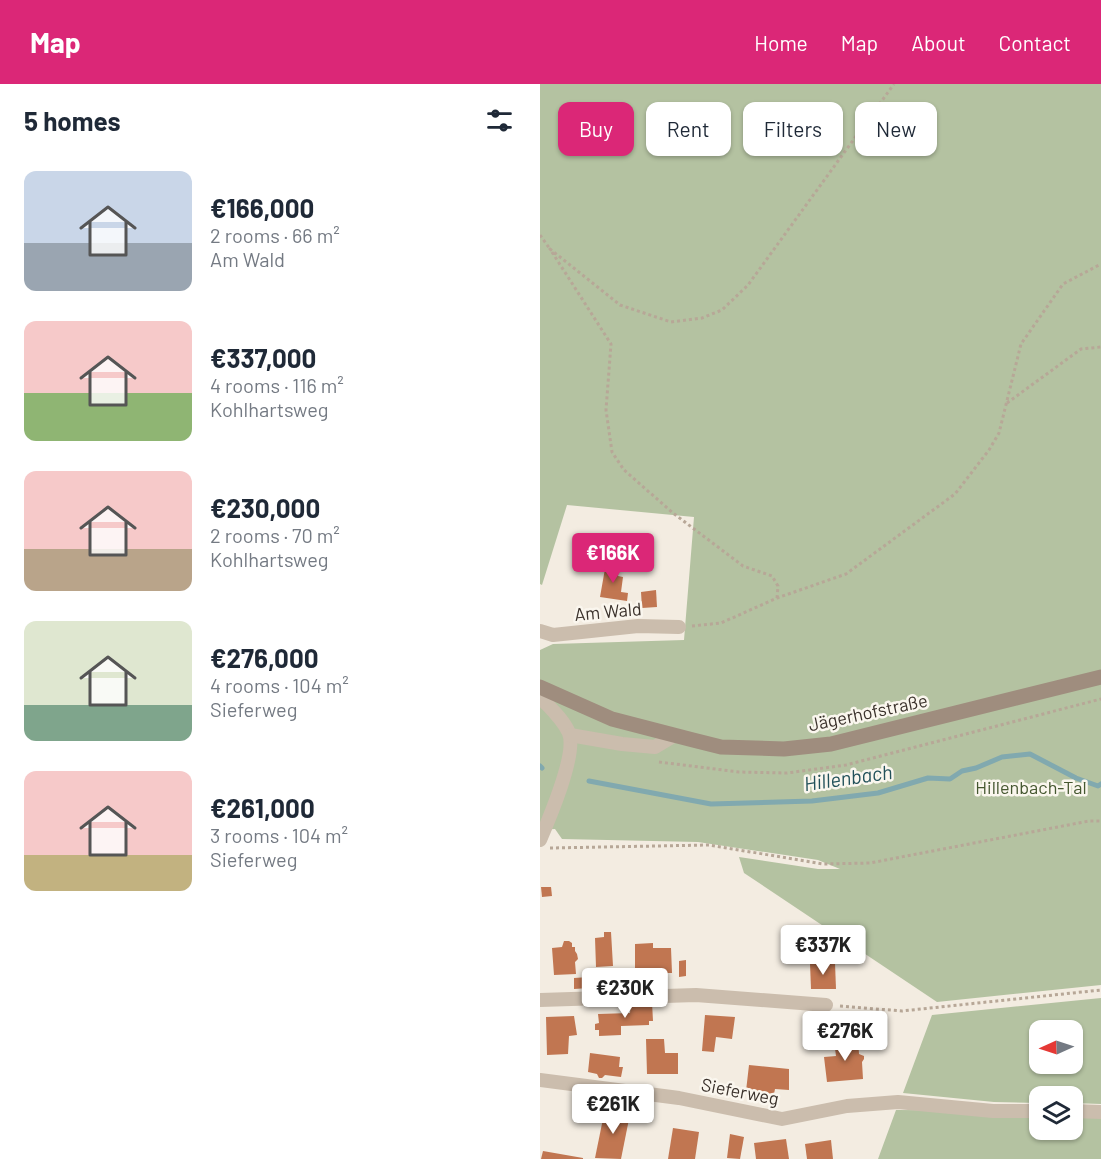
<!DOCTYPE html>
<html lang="en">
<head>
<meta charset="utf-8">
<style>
	:root { --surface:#fff; --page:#f6f6f7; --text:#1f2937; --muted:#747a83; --accent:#db2777 }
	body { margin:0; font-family:Barlow,sans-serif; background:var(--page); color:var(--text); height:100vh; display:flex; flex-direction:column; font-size:22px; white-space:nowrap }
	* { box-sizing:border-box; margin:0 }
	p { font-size:20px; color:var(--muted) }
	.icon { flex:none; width:33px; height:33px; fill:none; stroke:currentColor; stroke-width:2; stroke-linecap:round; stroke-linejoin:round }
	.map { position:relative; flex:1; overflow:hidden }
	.panel { display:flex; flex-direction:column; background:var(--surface); width:540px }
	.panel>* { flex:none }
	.top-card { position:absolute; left:18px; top:18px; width:453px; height:54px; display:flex; gap:12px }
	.needle { width:39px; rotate:267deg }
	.buttons { position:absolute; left:489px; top:936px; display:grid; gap:12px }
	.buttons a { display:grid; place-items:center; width:54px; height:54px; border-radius:12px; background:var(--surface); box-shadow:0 2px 4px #0004; font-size:30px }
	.price { position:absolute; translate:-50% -51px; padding:0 14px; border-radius:6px; background:#fff; color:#222; font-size:20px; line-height:39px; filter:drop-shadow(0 2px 3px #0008) }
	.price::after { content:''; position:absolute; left:50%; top:36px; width:18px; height:14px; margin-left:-9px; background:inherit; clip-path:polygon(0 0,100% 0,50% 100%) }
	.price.on { background:var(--accent); color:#fff }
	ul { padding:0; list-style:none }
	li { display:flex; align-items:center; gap:18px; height:150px; padding:0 24px }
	li span { display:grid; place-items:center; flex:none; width:168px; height:120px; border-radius:12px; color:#555 }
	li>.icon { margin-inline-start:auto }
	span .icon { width:72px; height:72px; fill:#fffc; stroke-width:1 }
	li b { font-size:26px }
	h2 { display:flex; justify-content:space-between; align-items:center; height:72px; padding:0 24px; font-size:26px }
	.chip { padding:0 21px; border-radius:12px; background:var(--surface); box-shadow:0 2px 4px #0004; font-size:21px; line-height:54px }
	.chip.on { background:var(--accent); color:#fff }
	header { display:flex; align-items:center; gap:36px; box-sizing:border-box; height:84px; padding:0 30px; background:var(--accent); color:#fff }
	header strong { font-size:28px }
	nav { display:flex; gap:33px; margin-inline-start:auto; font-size:21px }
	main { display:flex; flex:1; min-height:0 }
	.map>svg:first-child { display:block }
	.green { fill:#b4c2a1; fill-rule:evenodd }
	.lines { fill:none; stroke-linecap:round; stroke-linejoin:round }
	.stream { stroke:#81a9af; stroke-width:5 }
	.building { fill:#c17651 }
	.path { stroke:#b7a797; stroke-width:3; stroke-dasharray:3 3; stroke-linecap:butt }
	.minor { stroke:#cbbdad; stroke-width:14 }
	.secondary { stroke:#9f8d7e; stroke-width:15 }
	.labels { text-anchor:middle; stroke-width:5; stroke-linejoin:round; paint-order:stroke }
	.street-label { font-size:18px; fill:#3a312b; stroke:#faf6ee }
	.park-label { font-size:18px; fill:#455730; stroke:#faf6ee }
	.water-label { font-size:20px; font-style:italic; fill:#22515a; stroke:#faf6ee }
</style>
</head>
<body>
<header>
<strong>Map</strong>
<nav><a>Home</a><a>Map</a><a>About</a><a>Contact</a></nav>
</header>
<main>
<section class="panel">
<h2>5 homes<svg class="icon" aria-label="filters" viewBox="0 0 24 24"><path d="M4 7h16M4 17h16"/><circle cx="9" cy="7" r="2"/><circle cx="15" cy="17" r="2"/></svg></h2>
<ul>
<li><span style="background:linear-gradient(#c9d6e8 60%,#9aa5b1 0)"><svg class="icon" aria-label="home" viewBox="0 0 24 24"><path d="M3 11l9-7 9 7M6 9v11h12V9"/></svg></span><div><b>€166,000</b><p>2 rooms · 66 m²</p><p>Am Wald</p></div></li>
<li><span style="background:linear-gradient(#f6c9c9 60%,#8fb573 0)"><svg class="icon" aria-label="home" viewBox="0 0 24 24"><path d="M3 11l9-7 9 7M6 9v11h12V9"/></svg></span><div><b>€337,000</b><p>4 rooms · 116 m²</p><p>Kohlhartsweg</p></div></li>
<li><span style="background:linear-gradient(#f6c9c9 65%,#b9a48a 0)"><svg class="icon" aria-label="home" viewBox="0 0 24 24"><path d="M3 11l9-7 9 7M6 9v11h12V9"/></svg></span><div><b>€230,000</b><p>2 rooms · 70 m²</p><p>Kohlhartsweg</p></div></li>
<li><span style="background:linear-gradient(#dfe7d0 70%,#7fa58c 0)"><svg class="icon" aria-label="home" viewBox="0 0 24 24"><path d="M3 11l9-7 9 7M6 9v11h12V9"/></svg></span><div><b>€276,000</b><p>4 rooms · 104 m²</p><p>Sieferweg</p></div></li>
<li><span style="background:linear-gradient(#f6c9c9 70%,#c2b280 0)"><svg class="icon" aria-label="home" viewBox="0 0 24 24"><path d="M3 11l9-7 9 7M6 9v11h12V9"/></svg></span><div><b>€261,000</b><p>3 rooms · 104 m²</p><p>Sieferweg</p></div></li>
</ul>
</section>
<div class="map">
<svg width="561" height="1075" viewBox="0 0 561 1075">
	<rect width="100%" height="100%" fill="#f3ece1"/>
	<!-- green -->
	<g class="green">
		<path d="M 0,0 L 561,0 L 561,901 L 397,918 L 204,789 L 199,773 L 278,785 L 300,785 L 278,776 L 158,758 L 22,755 L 15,745 L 0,746 L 0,566 L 13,560 L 144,556 L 154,433 L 27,421 L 2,501 L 0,500 Z"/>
		<path d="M 561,914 L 561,1020 L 533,1019 L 532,1012 L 500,1012 L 499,1019 L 454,1018 L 363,1009 L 392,931 ZM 500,946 L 532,946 L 532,980 L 500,980 Z"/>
		<path d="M 356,1026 L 499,1027 L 500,1046 L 532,1046 L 533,1027 L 561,1027 L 561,1075 L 338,1075 Z"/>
	</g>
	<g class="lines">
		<!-- stream -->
		<g class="stream">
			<path d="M 0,682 L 2,684"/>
			<path d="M 49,697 L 171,720 L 272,717 L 338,709 L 388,694 L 410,695 L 422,687 L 436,684 L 462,673 L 490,670 L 536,694 L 558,702 L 561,700"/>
		</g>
	</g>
	<!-- building -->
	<g class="building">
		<path d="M 66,479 L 73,480 L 73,483 L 79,485 L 78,492 L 83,493 L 81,508 L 88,509 L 87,517 L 60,513 Z"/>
		<path d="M 116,506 L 117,523 L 102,524 L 101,508 Z"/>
		<path d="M 1,803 L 11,803 L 12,812 L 2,813 Z"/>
		<path d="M 64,848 L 71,848 L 73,882 L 56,883 L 55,854 L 64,853 Z"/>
		<path d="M 24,857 L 29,857 L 32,859 L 32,863 L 35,863 L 35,867 L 37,870 L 38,875 L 35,878 L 36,890 L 14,891 L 12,864 L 22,863 Z"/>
		<path d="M 113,859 L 113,864 L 131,864 L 132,889 L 125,889 L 125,894 L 113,894 L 113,889 L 102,890 L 102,885 L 95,885 L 95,860 Z"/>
		<path d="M 146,876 L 146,892 L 139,893 L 139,877 Z"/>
		<path d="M 270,879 L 295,879 L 296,905 L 271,905 Z"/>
		<path d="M 49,893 L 49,904 L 34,905 L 34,894 Z"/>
		<path d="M 112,918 L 113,937 L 109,937 L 109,941 L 81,942 L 81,951 L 59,952 L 59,946 L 55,946 L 55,940 L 59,939 L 58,930 L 90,929 L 91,919 Z"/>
		<path d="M 165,931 L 195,933 L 192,955 L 176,953 L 174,968 L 162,967 Z"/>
		<path d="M 34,932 L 37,951 L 29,952 L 28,970 L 7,971 L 6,933 Z"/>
		<path d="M 106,955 L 124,955 L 125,969 L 138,969 L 138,990 L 107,990 Z"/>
		<path d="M 318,955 L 319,970 L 324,972 L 324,975 L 322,978 L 323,995 L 287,998 L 284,973 L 296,972 L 294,957 Z"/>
		<path d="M 50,969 L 80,973 L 79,983 L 83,983 L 81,993 L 65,991 L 62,994 L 59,994 L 57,990 L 48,988 Z"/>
		<path d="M 209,981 L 249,985 L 249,1006 L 235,1005 L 234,1010 L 206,1007 Z"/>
		<path d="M 65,1025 L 90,1030 L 81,1075 L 55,1074 Z"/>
		<path d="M 133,1044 L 159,1048 L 155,1075 L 128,1075 Z"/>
		<path d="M 190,1050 L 204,1053 L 200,1075 L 187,1074 Z"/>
		<path d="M 246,1055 L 249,1075 L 216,1075 L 214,1059 Z"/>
		<path d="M 291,1056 L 293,1075 L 267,1075 L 265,1060 Z"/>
		<path d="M 3,1067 L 43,1074 L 43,1075 L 1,1075 Z"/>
	</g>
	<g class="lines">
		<!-- path -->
		<g class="path">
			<path d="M 0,151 L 10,165"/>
			<path d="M 467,319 L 541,265 L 561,263"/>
			<path d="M 237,514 L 238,502 L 232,492 L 203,482 L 133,429 L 84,386 L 72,368 L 66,326 L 71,260 L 10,165 L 80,221 L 131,238 L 162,234 L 182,226 L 208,201 L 354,0"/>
			<path d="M 152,542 L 181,539 L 237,514 L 306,490 L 415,410 L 449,366 L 459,349 L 481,260 L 523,200 L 561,180"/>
			<path d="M 119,678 L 199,688 L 247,689 L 306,681 L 561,615"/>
			<path d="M 10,764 L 169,761 L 283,780 L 330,779 L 549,737 L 561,737"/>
			<path d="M 300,922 L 362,927 L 561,906"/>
		</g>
		<!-- minor -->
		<g class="minor">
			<path d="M 0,547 L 13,551 L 98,542 L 139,543"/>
			<path d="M 0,613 C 10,624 23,635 29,649 C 37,670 9,735 0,756"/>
			<path d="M 30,651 L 82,660 L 115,663 L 135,651"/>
			<path d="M 0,916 L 156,911 L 286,921"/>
			<path d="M 0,996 L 139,1014 L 242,1035 L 307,1022 L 358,1018 L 453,1027 L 500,1027"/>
			<path d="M 532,1027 L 561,1028"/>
		</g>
		<!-- secondary -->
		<path class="secondary" d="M 0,603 L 72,635 L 153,656 L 181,663 L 244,665 L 291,660 L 561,593"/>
	</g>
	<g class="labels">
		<!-- street labels -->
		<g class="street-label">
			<text transform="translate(68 528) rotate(-5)" y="6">Am Wald</text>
			<text transform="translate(328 629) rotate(-12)" y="6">Jägerhofstraße</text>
			<text transform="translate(200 1008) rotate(11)" y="6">Sieferweg</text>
		</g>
		<!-- park labels -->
		<g class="park-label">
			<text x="491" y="710">Hillenbach-Tal</text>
		</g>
		<!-- water labels -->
		<g class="water-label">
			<text transform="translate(308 694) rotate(-8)" y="7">Hillenbach</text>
		</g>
	</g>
</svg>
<div class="buttons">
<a><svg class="needle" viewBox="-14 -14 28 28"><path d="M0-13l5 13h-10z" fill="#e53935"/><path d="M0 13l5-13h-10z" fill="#747a83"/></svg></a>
<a><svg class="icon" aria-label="layers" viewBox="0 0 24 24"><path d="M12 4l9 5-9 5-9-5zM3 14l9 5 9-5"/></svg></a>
</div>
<b class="price on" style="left:73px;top:500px">€166K</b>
<b class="price" style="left:283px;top:892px">€337K</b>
<b class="price" style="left:85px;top:935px">€230K</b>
<b class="price" style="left:305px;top:978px">€276K</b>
<b class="price" style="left:73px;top:1051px">€261K</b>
<div class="top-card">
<a class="chip on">Buy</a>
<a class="chip">Rent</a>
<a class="chip">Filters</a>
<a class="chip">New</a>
</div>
</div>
</main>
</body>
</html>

### Exercise aim
After reading the records above, give the number of lines that include "margin", and add nothing else.

### Task output
5